Tihamer Orban, M.D.
Dr. Orban is an Associate Investigator in the Section on Immunobiology at Joslin and an Instructor in Medicine at Harvard Medical School. He received his medical degree and board certification in Pediatrics from Medical School Szent-Gyorgyi Albert University Hungary. He is a member of the Endocrine Society, U.S.A., and of the Royal College of Paediatrics and Child Health, London, England.
Since coming to Joslin in 1993, Dr. Orban has been working to predict, prevent and monitor type 1 diabetes, which often develops over the course of several years before becoming clinically apparent. Recognizing the benefits of earlier diagnosis and treatment of patients at risk, Dr. Orban established humoral markers (found in blood serum) to: (1) identify at-risk people appropriate for prevention or intervention trials, and (2) understand how aggressively the disease may manifest in each person. To test these markers, Dr. Orban implemented assays, now used throughout the country. He also collaborated with investigators in other institutions to find other novel cellular and humoral markers for type 1 diabetes.
Dr. Orban is one of the Principal Investigators in three major networks—TrialNet, Immune Tolerance Network (ITN) and Autoimmune Center of Excellence (ACE)—that are funded by the National Institutes of Health (NIH) and dedicated to translating basic research into wider clinical application for the prediction, prevention and intervention of type 1 diabetes autoimmunity.

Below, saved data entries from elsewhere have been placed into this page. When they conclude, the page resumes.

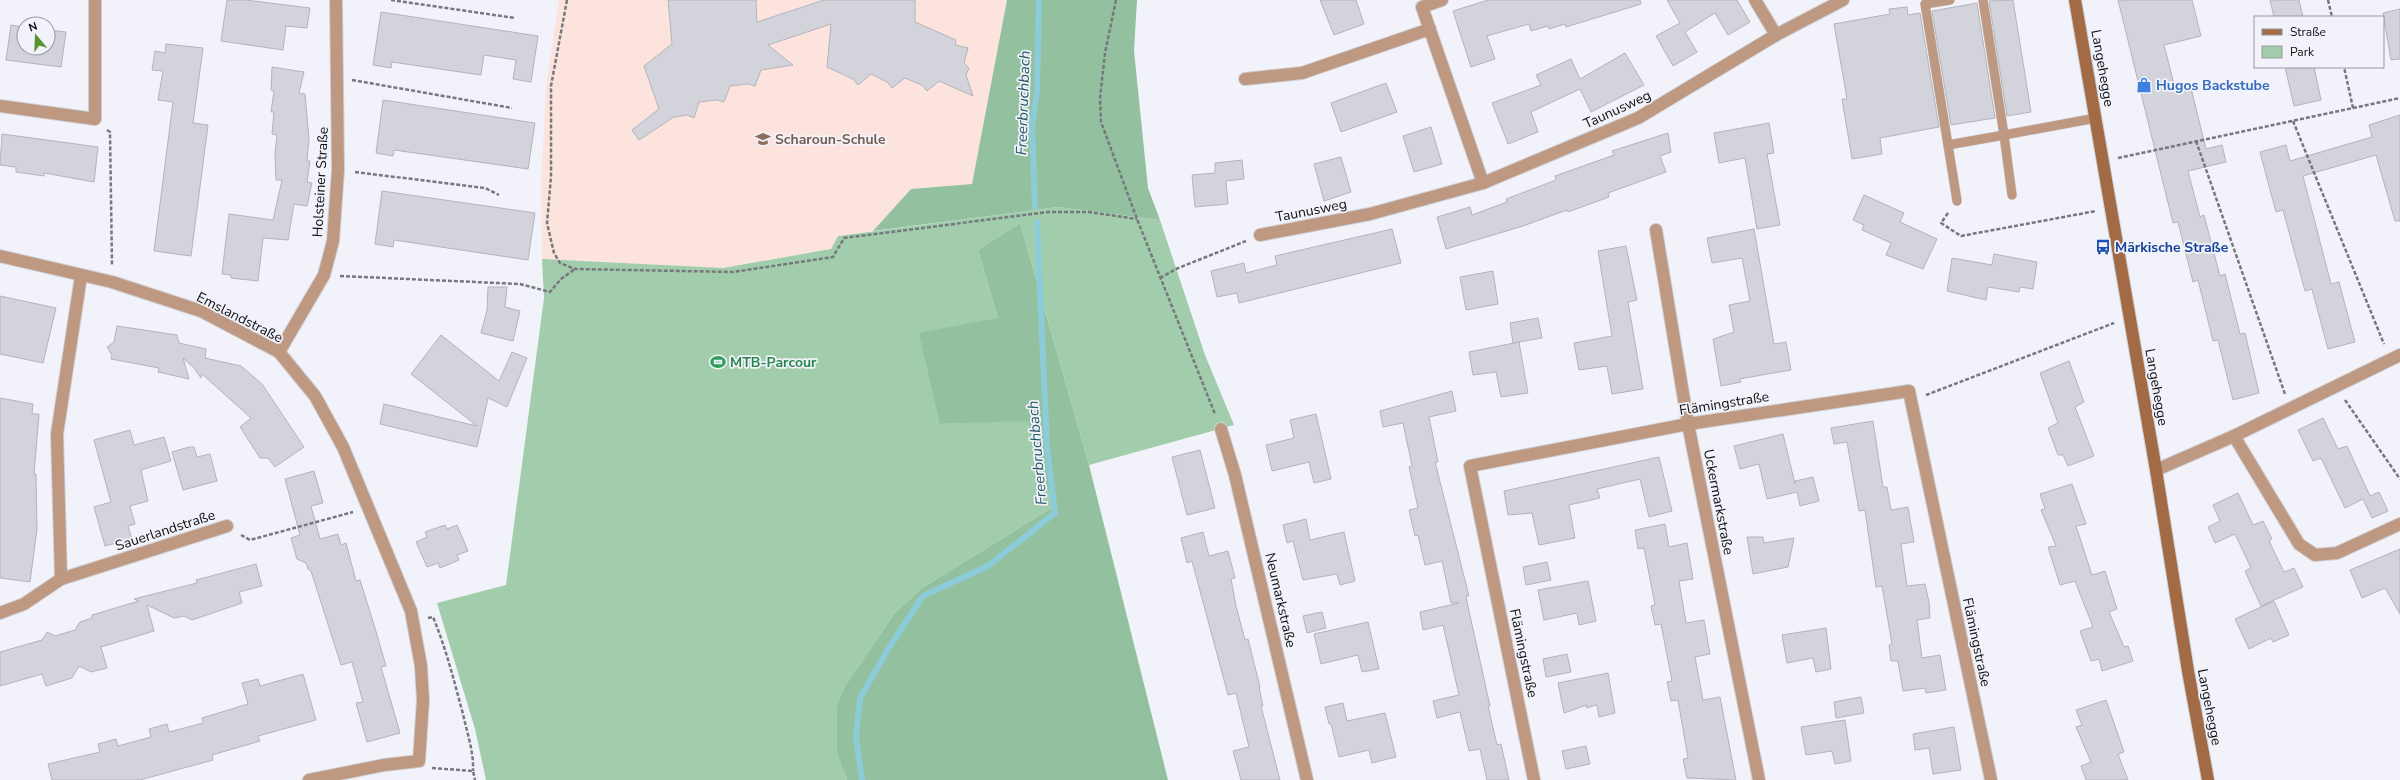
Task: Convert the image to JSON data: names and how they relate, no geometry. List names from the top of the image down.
{
  "streets": {
    "street": [
      "Langehegge",
      "Taunusweg",
      "Holsteiner Straße",
      "Emslandstraße",
      "Flämingstraße",
      "Uckermarkstraße",
      "Sauerlandstraße",
      "Neumarkstraße"
    ]
  },
  "crossings": [
    ["Holsteiner Straße", "Emslandstraße"],
    ["Emslandstraße", "Sauerlandstraße"],
    ["Flämingstraße", "Uckermarkstraße"]
  ],
  "water": ["Freerbruchbach"],
  "places": {
    "shop": ["Hugos Backstube"],
    "school or university": ["Scharoun-Schule"],
    "bus stop": ["Märkische Straße"],
    "sports": ["MTB-Parcour"]
  },
  "legend": ["Straße", "Park"],
  "north": "top"
}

The ITN is currently funding a clinical trial that tests a novel antigen-based vaccination, developed by Dr. Orban, for type 1 diabetes. The therapy, which he pioneered for human use, aims to stop the immune system from attacking the body’s own insulin-producing beta cells by re-establishing self-tolerance. This clinical trial is now in phase 1 at Joslin and Children’s Hospital Boston and it is near completionSeveral patients in early stages of disease have been vaccinated, and no problems with side effects or with the patients’ overall response to the vaccine have been observed. The ITN is currently working on moving this novel antigen-based vaccination to a phase 2 clinical trial.
Since humoral markers already have contributed to an understanding of type 1 diabetes and the autoimmune process, Dr. Orban believes research can now focus on a better understanding of human T cells—the real culprits in autoimmunity. According to Dr. Orban, T cells hold the key to solving problems in the immune system and developing the most effective interventions to treat this devastating disease in children and young adults.
It is important to translate the data collected from animal models to the prediction and prevention of type 1 diabetes in people. In future work, Dr. Orban plans to use these data to design new clinical trials for patients with type 1 diabetes autoimmunity. He is encouraged that the NIH has funded three networks dedicated to translational science and plans to work closely with them to conduct research “with the patient and for the patient.”
Viglietta V, Kent SC, Orban T, Hafler DA. GAD65-reactive T cells are activated in patients with autoimmune type 1a diabetes. J Clin Invest 109:895-903, 2002.
Orban T, Landaker E, Ruan Z, Cordeman TP, Weitgasser R, Bonner-Weir S, Jackson RA, Patti ME. High-fructose diet preserves beta-cell mass and prevents diabetes in nonobese diabetic mice: a potential role for increased insulin receptor substrate-2 expression. Metabolism 50:1369-1376, 2001.
Orban T, Kent S, Malik P, Milner JD, Schuster K, Jackson RA, Hafler DA. Heterophile antibodies indicate progression of autoimmunity in human type 1 diabetes mellitus before clinical onset. Autoimmunity 34:247-264, 2001.
Malecki MT, Jhala US, Antonellis A, Fields L, Doria A, Orban T, Saad M, Warram JH, Montminy M, Krolewski AS. Mutations in NEUROD1 are associated with the development of type 2 diabetes mellitus. Nat Genet 23:323-328, 1999.
Wilson SB, Kent SC, Patton KT, Orban T, Jackson RA, Exley M, Porcelli S, Schatz DA, Atkinson MA, Balk SP, Strominger JL, Hafler DA. Extreme Th1 bias of invariant Va24JaQ T cells. Nature 391:177-181, 1998.